# Task goal:
Take the line with "M1669 919 1671 945" and all lines after it, through the end of the records below, and repeat them exactly.

*** Records

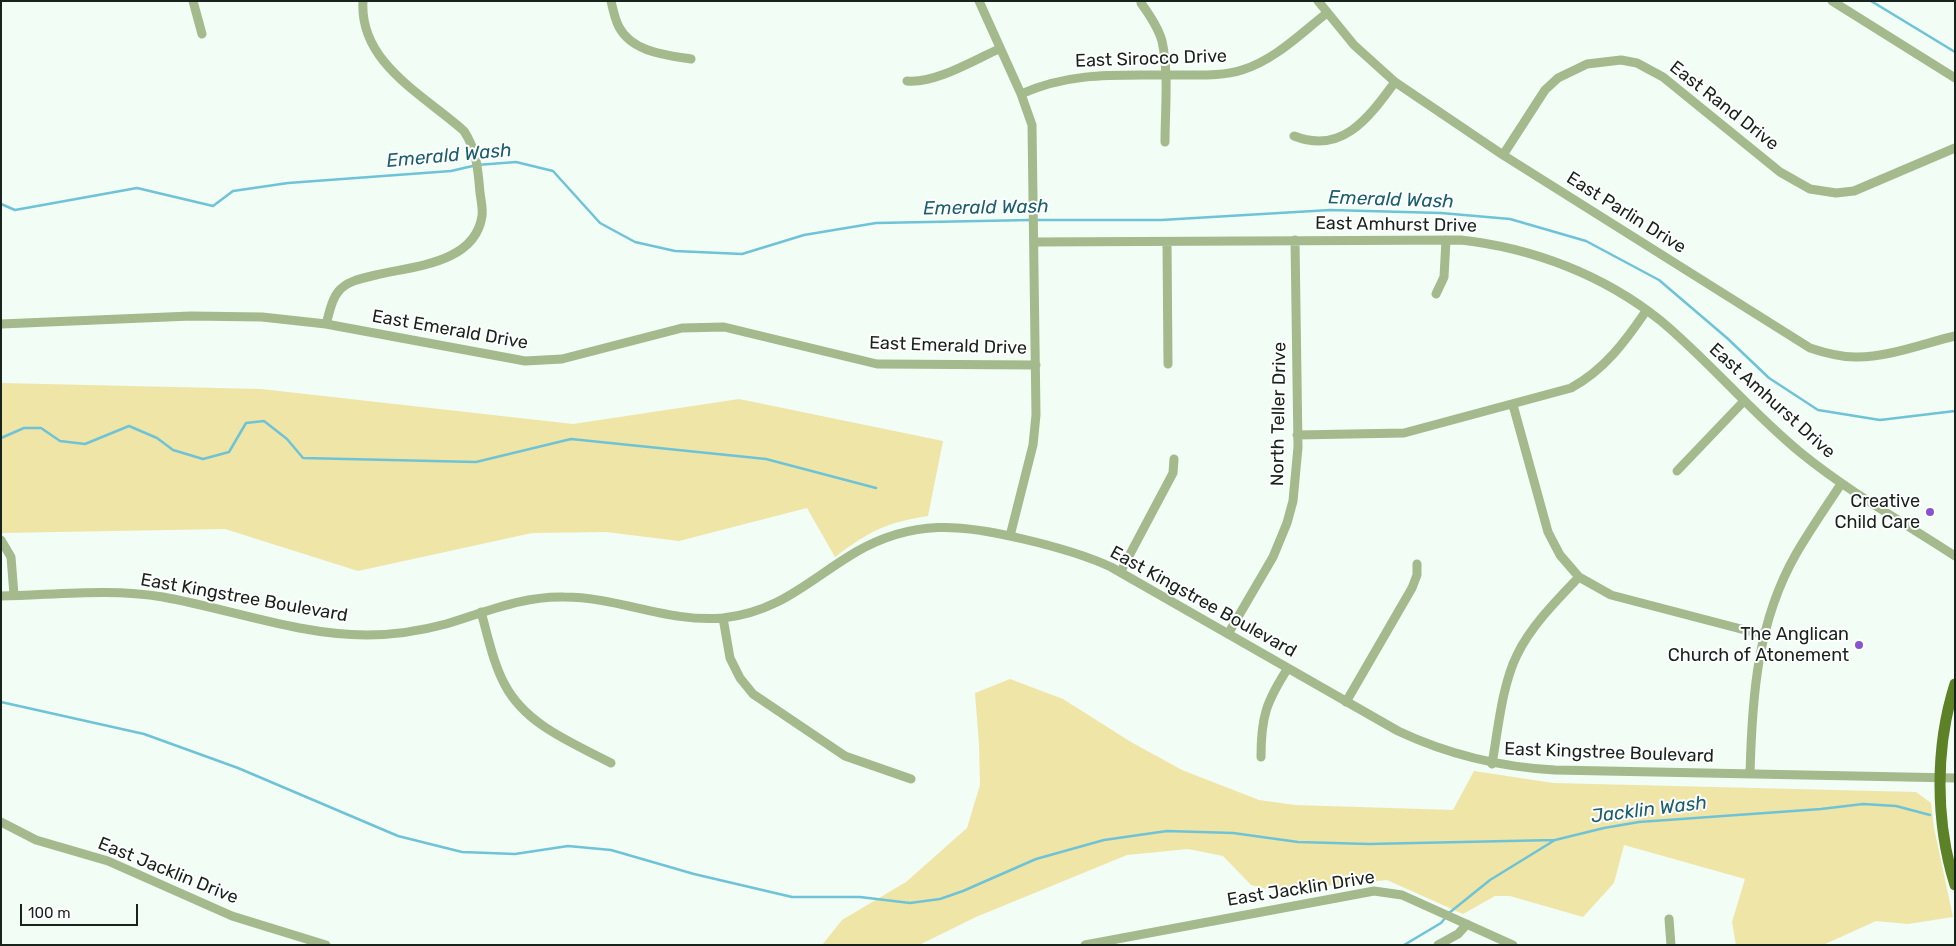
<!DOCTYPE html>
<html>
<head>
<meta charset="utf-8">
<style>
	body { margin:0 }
	#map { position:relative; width:1956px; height:946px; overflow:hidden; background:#f1fdf5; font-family:Rubik,sans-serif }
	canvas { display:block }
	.frame { position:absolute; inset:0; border:2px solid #18231c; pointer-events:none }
	.scale { position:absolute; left:20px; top:904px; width:118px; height:22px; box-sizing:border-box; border:2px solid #18231c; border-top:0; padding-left:6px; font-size:15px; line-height:18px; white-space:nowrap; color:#18231c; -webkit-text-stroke:4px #fff; paint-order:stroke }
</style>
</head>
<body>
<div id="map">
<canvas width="1956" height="946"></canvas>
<div class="frame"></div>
<div class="scale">100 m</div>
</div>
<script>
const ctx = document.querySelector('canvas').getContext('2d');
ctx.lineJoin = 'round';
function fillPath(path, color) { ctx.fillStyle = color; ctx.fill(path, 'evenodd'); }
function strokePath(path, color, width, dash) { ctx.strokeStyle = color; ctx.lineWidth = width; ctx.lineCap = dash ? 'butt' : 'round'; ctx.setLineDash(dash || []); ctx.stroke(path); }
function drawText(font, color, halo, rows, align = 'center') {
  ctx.font = font + ' Rubik,sans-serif'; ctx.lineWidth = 4; ctx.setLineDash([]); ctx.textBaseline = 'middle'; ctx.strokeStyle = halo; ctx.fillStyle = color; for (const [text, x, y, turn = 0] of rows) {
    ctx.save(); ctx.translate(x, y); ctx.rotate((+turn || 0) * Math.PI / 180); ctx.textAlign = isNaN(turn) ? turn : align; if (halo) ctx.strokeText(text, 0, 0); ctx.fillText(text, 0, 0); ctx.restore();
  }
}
const green = new Path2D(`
	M1 383 261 389 573 424 739 399 943 441 928 516C884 523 870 531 835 557L807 508 679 541 606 532 532 533 358 571 225 529 1 533Z
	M1010 679 1063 699 1131 742 1182 770 1259 800 1295 805 1453 810 1474 771 1553 783 1916 792 1931 803 1934 828 1953 917 1908 924 1876 921 1823 945H1736L1732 922 1745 879 1624 845 1614 883 1583 917 1510 896H1495L1463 914 1387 880 1275 891 1251 885 1223 856 1188 849 1127 855 976 917 919 945H822L842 920 906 882 967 828 980 785 979 744 975 693Z`);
const stream = new Path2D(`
	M1871 1 1955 52
	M1 204 15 210 137 188 213 206 233 191 288 183 451 171 477 165 516 162 553 171 600 223 635 242 675 251 742 254 804 235 876 223 1031 220
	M1036 220H1161L1330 210 1441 213 1510 219 1586 241 1659 280 1727 338 1769 378 1818 410 1880 420 1955 411
	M1 438 24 428H41L60 441 85 444 129 426 157 438 173 450 203 459 229 452 246 423 264 421 287 439 303 458 476 462 571 439 766 459 876 488
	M1 702 144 734 238 768 398 836 462 852 515 854 568 846 611 850 694 874 792 897H860L910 903 940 899 963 891 1036 859 1104 840 1167 831 1233 833 1298 842 1369 844 1555 840
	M1449 913 1490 880 1555 840 1604 828 1639 822 1821 809 1863 804 1896 806 1930 815
	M1404 945 1441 923 1446 917`);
const minor = new Path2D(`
	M193 1 202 34
	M611 1C613 10 615 20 619 27 632 52 666 55 691 59
	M979 1 1021 94 1032 125 1036 415 1033 445 1010 536
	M1318 1 1354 45 1395 82 1503 155 1810 348C1825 353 1840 357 1855 357 1886 358 1925 343 1955 336
	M1832 1 1955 78
	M1141 3C1149 14 1158 27 1162 41 1169 73 1165 110 1165 142
	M907 81C935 84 974 60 999 49
	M1021 94C1075 70 1124 76 1182 75 1202 75 1223 76 1242 70 1275 60 1301 33 1327 13
	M1294 136C1343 155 1369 117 1395 82
	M1503 155 1545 90 1558 78 1587 64 1621 60 1637 63 1663 77 1780 172 1810 189 1836 193 1854 191 1955 148
	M1034 242 1461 240C1533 248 1604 275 1661 321 1709 361 1752 413 1801 453 1849 492 1903 522 1955 556
	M1167 242 1168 364
	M1436 294 1444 277 1446 240
	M1 324 191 316 262 317 326 324 525 361 562 359 682 328 724 327 877 364 1036 365
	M326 324C329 315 331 300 338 292 346 281 363 278 376 275 412 266 475 264 482 216 483 209 481 200 480 193 478 170 477 151 464 131 424 95 359 63 363 1
	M1513 405 1548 532 1560 555 1579 577 1611 595 1764 635
	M1297 435 1404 433 1571 388C1604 370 1625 342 1646 311
	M1677 471 1744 401
	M1 540 11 557 14 595
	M1121 571 1173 473 1174 459
	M1 596C54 595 111 588 163 597 230 609 298 635 367 635 394 635 420 631 446 624 486 612 522 596 564 597 618 597 669 623 723 618 780 612 810 579 856 552 913 519 962 524 1023 539 1053 546 1083 554 1111 567L1398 731C1449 755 1499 767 1555 770L1955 778
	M481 612C488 636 493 663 505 685 526 725 573 743 611 763
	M723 618 730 658 740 678 753 694 845 756 911 779
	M1228 634 1273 557 1287 523 1293 501 1298 447 1295 240
	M1346 702 1412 588 1417 575V564
	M1261 757C1261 717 1266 702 1288 668
	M1492 764C1498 730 1502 685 1517 655 1531 626 1557 600 1579 577
	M1750 774C1752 697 1757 622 1796 554 1810 530 1826 507 1841 484
	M1 822 36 840 108 861 232 916 326 945
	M1669 919 1671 945
	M1085 945 1374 891 1402 895 1513 945
	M1438 945 1458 934 1467 924`);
const major = new Path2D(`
	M1955 684C1935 747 1935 821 1955 885`);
const markers = [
	[1930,512,5,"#8655cd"],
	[1859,645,5,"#8655cd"]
];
const streetNames = [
	["East Sirocco Drive",1151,59,-2],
	["East Rand Drive",1724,106,38],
	["East Parlin Drive",1626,213,32],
	["East Amhurst Drive",1396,225,1],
	["East Emerald Drive",450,330,10],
	["East Emerald Drive",948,346,2],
	["East Amhurst Drive",1772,401,42],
	["North Teller Drive",1279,414,-89],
	["East Kingstree Boulevard",244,598,10],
	["East Kingstree Boulevard",1203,602,29],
	["East Kingstree Boulevard",1609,753,2],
	["East Jacklin Drive",168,871,22],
	["East Jacklin Drive",1301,889,-9]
];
const poiNames = [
	["Creative",1920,502],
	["Child Care",1920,523],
	["The Anglican",1849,635],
	["Church of Atonement",1849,656]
];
const waterNames = [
	["Emerald Wash",449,156,-5],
	["Emerald Wash",1391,200,2],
	["Emerald Wash",986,208,-1],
	["Jacklin Wash",1649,810,-7]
];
fillPath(green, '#efe5a7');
strokePath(stream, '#6fc3d7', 2.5);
strokePath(minor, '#a4b98c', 9);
strokePath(major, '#5d8127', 11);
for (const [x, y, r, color] of markers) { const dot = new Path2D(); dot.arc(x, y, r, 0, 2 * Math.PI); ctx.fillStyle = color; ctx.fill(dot); strokePath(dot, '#fff', 2); }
drawText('18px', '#18231c', '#fff', streetNames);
drawText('18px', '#18231c', '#fff', poiNames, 'right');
drawText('italic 19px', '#195f6d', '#fff', waterNames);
</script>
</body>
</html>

******

# Your solution:
	M1669 919 1671 945
	M1085 945 1374 891 1402 895 1513 945
	M1438 945 1458 934 1467 924`);
const major = new Path2D(`
	M1955 684C1935 747 1935 821 1955 885`);
const markers = [
	[1930,512,5,"#8655cd"],
	[1859,645,5,"#8655cd"]
];
const streetNames = [
	["East Sirocco Drive",1151,59,-2],
	["East Rand Drive",1724,106,38],
	["East Parlin Drive",1626,213,32],
	["East Amhurst Drive",1396,225,1],
	["East Emerald Drive",450,330,10],
	["East Emerald Drive",948,346,2],
	["East Amhurst Drive",1772,401,42],
	["North Teller Drive",1279,414,-89],
	["East Kingstree Boulevard",244,598,10],
	["East Kingstree Boulevard",1203,602,29],
	["East Kingstree Boulevard",1609,753,2],
	["East Jacklin Drive",168,871,22],
	["East Jacklin Drive",1301,889,-9]
];
const poiNames = [
	["Creative",1920,502],
	["Child Care",1920,523],
	["The Anglican",1849,635],
	["Church of Atonement",1849,656]
];
const waterNames = [
	["Emerald Wash",449,156,-5],
	["Emerald Wash",1391,200,2],
	["Emerald Wash",986,208,-1],
	["Jacklin Wash",1649,810,-7]
];
fillPath(green, '#efe5a7');
strokePath(stream, '#6fc3d7', 2.5);
strokePath(minor, '#a4b98c', 9);
strokePath(major, '#5d8127', 11);
for (const [x, y, r, color] of markers) { const dot = new Path2D(); dot.arc(x, y, r, 0, 2 * Math.PI); ctx.fillStyle = color; ctx.fill(dot); strokePath(dot, '#fff', 2); }
drawText('18px', '#18231c', '#fff', streetNames);
drawText('18px', '#18231c', '#fff', poiNames, 'right');
drawText('italic 19px', '#195f6d', '#fff', waterNames);
</script>
</body>
</html>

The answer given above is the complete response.